| EXERCISE DETAILS |
Each line starting at the one that contains "width:60px; height:60px; fill:#fffc;" and ending at the one that contains "fill:none; stroke-linecap:round; stroke-linejoin:round" must be returned exactly, and the rest of the listing is left out.

| SOURCE MATERIAL |
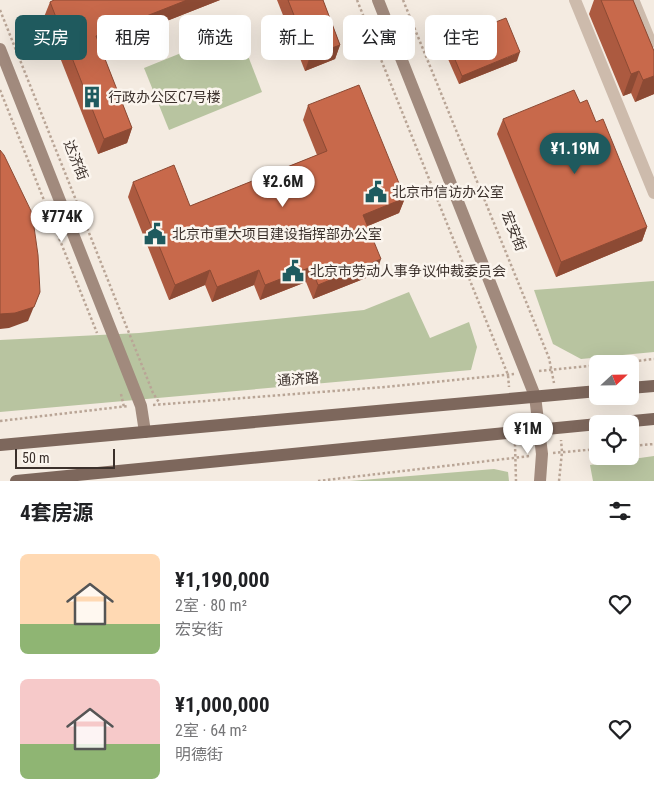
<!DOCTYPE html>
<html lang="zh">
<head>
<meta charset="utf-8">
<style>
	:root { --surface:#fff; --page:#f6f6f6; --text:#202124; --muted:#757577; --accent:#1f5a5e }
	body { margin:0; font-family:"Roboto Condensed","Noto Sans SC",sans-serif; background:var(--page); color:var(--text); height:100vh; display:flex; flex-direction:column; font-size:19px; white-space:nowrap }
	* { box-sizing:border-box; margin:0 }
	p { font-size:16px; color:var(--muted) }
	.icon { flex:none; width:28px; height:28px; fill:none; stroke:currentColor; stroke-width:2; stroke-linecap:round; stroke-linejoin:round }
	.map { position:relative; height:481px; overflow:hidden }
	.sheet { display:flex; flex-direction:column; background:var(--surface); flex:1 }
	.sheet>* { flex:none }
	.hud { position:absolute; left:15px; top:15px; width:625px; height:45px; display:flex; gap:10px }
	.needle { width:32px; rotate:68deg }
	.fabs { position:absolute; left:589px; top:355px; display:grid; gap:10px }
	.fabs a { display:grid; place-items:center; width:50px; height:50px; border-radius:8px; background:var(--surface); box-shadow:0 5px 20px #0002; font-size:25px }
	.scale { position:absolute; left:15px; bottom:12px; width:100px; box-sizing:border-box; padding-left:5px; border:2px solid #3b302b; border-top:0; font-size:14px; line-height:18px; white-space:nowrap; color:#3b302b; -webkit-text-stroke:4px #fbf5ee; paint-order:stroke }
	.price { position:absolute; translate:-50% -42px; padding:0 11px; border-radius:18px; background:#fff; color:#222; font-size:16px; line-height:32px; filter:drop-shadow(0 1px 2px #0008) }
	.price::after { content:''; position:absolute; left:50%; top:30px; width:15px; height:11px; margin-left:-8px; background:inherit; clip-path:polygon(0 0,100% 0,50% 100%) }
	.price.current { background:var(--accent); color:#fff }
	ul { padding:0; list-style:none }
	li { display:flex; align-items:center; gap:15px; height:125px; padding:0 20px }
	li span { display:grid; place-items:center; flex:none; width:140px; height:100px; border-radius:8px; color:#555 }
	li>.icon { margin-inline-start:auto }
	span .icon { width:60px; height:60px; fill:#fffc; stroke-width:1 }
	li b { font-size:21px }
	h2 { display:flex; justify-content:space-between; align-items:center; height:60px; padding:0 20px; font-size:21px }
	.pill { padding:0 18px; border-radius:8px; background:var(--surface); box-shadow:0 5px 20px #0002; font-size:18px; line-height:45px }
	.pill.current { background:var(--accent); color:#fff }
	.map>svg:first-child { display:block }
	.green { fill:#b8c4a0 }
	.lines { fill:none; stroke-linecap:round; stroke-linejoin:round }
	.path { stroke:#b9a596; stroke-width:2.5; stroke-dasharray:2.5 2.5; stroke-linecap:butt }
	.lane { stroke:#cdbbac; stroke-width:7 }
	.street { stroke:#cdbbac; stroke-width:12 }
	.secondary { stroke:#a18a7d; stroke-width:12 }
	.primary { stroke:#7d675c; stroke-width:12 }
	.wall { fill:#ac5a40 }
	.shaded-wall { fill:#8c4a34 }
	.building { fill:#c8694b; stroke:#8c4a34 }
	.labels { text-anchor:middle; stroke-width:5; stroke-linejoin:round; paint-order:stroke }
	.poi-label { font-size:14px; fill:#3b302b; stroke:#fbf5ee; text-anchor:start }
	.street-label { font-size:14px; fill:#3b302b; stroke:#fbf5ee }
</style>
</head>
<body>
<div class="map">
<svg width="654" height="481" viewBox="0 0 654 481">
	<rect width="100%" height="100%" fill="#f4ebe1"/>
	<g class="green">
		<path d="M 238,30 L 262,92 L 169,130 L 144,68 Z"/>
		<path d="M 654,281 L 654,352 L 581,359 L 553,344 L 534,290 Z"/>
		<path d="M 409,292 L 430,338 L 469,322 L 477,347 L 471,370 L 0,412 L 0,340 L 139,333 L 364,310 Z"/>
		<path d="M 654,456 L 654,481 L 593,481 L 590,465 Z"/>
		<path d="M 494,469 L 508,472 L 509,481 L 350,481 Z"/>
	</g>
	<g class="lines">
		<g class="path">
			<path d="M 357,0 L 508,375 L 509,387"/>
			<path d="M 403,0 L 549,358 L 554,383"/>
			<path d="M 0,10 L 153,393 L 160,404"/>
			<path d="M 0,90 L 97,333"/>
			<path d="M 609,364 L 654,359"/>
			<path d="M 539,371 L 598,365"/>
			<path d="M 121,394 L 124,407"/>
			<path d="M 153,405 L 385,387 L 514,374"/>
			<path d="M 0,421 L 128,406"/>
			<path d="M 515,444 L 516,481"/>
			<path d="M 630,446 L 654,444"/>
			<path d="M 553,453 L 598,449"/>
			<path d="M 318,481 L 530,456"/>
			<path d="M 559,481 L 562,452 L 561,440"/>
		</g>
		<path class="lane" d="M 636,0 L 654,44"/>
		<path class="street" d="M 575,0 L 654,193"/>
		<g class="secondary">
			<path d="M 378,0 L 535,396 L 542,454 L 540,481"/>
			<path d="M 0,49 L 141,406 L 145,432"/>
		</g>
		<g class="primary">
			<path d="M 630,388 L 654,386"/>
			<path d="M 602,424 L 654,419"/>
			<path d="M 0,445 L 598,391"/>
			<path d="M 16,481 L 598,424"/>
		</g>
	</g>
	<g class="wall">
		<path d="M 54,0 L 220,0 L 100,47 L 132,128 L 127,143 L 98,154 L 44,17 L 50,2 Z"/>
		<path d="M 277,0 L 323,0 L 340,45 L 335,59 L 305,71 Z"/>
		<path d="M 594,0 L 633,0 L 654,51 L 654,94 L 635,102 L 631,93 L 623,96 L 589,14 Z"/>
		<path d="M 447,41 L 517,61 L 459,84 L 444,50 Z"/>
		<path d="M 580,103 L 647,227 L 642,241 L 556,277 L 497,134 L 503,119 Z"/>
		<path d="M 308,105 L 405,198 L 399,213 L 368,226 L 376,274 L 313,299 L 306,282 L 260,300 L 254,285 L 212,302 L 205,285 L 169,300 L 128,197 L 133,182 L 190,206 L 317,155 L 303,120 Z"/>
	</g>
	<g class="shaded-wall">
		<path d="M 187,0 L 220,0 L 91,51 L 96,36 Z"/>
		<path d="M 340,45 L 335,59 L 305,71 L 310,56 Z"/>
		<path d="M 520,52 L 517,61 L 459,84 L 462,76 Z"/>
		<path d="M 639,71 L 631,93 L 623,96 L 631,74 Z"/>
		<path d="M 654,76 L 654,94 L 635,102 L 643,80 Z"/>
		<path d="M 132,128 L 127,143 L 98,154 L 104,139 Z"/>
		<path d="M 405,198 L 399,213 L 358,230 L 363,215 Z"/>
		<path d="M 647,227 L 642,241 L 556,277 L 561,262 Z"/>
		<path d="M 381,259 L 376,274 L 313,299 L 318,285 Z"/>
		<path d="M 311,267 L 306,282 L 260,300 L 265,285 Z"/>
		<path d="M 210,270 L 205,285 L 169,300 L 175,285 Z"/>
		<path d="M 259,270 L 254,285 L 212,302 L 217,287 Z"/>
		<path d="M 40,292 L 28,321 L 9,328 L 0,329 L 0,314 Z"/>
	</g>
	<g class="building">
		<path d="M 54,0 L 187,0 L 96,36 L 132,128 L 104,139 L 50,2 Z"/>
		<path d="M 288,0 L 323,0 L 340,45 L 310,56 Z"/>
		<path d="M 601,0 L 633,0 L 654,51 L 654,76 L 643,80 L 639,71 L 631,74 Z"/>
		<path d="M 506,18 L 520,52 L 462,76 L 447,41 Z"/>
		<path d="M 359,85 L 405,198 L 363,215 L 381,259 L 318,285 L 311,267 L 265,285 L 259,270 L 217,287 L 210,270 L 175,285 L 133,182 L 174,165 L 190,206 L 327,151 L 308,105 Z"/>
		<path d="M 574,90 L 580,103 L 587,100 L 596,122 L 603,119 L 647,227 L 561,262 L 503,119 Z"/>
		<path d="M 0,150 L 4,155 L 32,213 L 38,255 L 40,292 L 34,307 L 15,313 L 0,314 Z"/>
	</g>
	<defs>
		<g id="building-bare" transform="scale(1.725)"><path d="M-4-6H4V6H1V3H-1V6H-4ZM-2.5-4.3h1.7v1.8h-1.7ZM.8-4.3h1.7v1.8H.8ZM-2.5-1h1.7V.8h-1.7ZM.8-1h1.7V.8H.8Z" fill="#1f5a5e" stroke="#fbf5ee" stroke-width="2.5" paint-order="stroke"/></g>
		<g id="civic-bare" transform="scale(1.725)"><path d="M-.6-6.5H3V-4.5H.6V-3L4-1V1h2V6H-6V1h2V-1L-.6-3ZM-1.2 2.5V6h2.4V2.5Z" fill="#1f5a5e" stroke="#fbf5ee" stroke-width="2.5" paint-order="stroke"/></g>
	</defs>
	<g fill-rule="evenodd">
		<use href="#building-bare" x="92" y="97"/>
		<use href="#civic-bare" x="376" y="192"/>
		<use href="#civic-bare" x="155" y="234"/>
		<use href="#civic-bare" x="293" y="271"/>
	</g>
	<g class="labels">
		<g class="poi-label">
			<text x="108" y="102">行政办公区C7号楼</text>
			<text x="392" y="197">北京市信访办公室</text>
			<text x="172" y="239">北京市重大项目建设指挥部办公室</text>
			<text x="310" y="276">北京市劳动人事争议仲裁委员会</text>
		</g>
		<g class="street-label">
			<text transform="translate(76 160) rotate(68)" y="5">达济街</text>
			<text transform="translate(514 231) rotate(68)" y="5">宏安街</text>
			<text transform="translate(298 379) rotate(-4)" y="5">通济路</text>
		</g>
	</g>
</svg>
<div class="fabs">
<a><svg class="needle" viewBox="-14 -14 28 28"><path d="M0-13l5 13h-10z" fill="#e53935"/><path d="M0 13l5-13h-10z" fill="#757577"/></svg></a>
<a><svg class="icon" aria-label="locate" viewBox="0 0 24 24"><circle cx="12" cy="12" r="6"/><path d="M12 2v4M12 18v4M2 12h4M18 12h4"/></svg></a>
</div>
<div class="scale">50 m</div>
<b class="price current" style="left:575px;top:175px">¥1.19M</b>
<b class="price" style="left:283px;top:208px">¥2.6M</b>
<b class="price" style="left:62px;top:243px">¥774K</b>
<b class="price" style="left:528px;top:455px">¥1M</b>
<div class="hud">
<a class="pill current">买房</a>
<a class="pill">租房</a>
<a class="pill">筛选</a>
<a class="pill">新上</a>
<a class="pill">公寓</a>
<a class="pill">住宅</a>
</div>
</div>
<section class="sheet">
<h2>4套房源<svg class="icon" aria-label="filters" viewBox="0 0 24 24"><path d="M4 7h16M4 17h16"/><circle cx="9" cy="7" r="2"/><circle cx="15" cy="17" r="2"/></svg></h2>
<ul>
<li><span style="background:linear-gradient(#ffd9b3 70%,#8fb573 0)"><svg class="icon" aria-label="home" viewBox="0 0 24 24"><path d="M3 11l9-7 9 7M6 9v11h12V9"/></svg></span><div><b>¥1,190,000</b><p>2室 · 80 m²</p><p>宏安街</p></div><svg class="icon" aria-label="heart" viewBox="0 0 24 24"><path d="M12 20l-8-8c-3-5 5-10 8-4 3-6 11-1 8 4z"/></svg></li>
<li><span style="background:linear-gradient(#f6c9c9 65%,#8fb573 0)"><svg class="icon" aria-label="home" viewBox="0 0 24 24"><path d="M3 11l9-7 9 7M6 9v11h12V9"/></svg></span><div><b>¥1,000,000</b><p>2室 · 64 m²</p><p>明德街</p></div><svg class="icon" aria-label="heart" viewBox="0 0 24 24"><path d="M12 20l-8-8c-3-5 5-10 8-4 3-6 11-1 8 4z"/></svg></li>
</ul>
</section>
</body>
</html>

* * *

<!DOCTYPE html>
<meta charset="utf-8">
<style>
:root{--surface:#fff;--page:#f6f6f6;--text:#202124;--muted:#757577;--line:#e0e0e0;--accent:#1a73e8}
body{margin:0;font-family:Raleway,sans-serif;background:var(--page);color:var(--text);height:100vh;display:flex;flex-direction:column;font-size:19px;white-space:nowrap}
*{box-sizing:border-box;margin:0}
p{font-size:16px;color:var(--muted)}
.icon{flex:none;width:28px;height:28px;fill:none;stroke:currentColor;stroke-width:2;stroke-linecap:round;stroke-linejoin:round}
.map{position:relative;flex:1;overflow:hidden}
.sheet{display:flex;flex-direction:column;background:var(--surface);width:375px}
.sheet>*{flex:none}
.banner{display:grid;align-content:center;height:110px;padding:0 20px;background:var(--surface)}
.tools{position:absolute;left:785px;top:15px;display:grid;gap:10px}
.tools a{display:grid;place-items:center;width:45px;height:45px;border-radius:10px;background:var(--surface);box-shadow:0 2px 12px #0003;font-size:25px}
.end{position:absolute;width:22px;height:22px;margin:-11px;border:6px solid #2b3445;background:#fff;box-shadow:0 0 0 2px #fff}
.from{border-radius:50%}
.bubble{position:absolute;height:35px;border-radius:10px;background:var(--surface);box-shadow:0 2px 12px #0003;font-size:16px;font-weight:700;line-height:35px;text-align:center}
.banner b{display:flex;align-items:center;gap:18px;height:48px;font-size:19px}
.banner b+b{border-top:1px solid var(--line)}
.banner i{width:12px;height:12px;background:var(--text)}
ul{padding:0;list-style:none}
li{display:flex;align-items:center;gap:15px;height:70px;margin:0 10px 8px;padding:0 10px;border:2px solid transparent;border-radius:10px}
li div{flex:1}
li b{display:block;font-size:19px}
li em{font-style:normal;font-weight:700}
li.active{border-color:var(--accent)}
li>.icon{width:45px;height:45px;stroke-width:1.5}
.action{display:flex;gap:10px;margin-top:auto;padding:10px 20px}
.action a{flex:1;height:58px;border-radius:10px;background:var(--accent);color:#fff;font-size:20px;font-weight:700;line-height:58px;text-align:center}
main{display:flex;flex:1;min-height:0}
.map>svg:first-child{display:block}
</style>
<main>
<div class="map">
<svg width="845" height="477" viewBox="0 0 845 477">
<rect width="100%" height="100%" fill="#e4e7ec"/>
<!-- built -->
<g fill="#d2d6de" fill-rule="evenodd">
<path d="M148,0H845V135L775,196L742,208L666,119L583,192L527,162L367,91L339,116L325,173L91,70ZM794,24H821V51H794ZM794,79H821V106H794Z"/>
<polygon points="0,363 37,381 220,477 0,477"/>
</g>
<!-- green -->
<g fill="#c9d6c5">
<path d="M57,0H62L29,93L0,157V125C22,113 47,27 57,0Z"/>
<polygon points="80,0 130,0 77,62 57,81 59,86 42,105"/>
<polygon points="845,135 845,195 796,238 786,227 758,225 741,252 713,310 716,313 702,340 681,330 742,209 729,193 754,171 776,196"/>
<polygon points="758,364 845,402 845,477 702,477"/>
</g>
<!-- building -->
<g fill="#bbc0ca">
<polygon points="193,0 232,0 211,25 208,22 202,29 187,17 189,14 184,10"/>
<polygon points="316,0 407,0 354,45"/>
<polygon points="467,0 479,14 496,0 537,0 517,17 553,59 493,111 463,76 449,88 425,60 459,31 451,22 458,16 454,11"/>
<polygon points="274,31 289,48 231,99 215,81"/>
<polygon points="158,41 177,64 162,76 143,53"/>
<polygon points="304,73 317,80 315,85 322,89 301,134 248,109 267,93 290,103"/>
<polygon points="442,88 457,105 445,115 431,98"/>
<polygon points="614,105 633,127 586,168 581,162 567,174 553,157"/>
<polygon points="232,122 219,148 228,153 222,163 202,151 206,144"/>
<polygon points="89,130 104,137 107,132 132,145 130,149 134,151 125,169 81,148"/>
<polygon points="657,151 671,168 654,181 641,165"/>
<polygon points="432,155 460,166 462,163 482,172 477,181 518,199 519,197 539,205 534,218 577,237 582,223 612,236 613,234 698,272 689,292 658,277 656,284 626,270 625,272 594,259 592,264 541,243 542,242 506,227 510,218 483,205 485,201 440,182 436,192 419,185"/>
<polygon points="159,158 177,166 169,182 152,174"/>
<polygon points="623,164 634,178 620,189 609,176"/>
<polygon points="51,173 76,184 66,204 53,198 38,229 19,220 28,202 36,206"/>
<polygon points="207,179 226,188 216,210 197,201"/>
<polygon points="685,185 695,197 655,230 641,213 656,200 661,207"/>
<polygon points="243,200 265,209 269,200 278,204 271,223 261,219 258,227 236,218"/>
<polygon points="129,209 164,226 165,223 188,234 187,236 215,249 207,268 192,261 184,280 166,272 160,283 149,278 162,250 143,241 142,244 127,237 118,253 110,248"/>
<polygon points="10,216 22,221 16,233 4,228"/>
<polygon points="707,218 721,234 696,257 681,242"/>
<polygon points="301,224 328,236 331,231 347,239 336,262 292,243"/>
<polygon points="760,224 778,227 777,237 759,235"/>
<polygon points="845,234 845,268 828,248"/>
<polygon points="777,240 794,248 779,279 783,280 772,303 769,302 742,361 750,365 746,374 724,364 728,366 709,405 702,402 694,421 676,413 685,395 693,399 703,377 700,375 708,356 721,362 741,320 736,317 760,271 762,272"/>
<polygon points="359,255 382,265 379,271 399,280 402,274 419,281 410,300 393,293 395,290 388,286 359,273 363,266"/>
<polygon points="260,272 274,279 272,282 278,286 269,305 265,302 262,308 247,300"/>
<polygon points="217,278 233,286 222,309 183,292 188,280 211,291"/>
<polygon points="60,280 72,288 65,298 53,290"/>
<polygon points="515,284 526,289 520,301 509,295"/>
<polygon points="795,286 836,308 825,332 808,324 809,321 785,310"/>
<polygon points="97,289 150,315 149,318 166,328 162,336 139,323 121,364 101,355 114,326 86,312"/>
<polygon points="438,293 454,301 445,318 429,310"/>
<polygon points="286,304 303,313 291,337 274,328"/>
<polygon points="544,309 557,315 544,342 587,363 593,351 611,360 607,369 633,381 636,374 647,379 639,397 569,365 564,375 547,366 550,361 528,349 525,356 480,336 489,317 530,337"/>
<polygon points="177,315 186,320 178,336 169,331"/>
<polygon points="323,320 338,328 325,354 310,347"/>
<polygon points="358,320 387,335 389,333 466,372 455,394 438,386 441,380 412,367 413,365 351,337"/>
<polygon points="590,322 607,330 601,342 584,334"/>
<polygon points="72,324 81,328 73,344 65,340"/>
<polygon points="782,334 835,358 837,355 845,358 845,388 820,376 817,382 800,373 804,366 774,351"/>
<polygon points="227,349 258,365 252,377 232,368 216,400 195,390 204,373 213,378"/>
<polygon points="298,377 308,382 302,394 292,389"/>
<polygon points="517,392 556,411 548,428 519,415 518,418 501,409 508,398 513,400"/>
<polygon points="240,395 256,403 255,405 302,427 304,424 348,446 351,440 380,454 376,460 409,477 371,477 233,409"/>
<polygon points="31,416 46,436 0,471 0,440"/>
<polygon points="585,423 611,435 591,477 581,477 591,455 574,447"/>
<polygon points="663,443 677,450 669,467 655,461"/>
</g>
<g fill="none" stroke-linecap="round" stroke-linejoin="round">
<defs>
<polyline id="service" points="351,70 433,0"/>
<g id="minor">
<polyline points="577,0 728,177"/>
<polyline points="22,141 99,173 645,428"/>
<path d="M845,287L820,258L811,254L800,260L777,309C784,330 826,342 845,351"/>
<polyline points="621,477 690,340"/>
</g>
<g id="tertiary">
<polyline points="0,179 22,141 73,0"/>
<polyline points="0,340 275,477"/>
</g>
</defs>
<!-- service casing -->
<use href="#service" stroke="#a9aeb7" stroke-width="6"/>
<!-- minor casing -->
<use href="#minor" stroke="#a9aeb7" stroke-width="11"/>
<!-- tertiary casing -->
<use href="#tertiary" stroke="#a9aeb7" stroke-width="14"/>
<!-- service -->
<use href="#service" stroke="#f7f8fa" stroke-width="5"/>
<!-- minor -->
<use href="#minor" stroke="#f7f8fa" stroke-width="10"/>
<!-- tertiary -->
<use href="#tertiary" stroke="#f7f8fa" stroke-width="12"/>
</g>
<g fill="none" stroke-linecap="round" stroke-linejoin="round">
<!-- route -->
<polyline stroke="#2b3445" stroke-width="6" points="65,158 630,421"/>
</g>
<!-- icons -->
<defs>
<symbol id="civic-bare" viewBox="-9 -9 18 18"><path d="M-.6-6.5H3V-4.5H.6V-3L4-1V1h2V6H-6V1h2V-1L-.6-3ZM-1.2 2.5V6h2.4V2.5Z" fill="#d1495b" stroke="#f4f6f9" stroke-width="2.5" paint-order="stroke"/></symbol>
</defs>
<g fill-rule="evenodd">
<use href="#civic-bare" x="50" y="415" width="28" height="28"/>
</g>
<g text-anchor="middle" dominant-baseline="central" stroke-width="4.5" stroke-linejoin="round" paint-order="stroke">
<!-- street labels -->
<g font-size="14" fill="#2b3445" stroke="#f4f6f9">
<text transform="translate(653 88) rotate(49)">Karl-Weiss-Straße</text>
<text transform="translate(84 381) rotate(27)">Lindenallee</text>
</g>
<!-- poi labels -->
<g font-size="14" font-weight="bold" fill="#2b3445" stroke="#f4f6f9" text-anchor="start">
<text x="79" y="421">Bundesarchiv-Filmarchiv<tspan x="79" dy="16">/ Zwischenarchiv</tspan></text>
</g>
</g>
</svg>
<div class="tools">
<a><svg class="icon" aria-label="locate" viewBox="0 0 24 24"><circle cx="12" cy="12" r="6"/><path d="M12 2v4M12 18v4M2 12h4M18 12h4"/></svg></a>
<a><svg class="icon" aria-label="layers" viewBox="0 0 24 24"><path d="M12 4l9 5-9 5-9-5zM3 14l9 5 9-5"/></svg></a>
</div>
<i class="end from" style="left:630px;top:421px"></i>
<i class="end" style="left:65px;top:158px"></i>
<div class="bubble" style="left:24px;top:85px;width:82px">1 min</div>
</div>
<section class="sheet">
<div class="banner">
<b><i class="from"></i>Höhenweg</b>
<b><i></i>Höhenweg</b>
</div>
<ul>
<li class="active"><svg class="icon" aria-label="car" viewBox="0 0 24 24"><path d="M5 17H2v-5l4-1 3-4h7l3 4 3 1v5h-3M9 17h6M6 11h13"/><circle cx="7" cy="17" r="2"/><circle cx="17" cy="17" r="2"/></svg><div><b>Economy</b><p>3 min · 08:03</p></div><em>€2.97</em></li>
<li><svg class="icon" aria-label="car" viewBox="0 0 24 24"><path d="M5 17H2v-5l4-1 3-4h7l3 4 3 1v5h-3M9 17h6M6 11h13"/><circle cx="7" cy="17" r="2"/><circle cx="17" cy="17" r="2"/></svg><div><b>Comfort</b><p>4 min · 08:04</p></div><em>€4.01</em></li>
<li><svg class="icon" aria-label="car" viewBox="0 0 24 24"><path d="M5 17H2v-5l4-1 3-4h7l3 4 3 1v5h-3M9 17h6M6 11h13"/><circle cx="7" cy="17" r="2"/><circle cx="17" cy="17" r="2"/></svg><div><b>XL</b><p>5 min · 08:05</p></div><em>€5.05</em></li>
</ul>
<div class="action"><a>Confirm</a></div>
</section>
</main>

| ANSWER FOR THE TASK |
	span .icon { width:60px; height:60px; fill:#fffc; stroke-width:1 }
	li b { font-size:21px }
	h2 { display:flex; justify-content:space-between; align-items:center; height:60px; padding:0 20px; font-size:21px }
	.pill { padding:0 18px; border-radius:8px; background:var(--surface); box-shadow:0 5px 20px #0002; font-size:18px; line-height:45px }
	.pill.current { background:var(--accent); color:#fff }
	.map>svg:first-child { display:block }
	.green { fill:#b8c4a0 }
	.lines { fill:none; stroke-linecap:round; stroke-linejoin:round }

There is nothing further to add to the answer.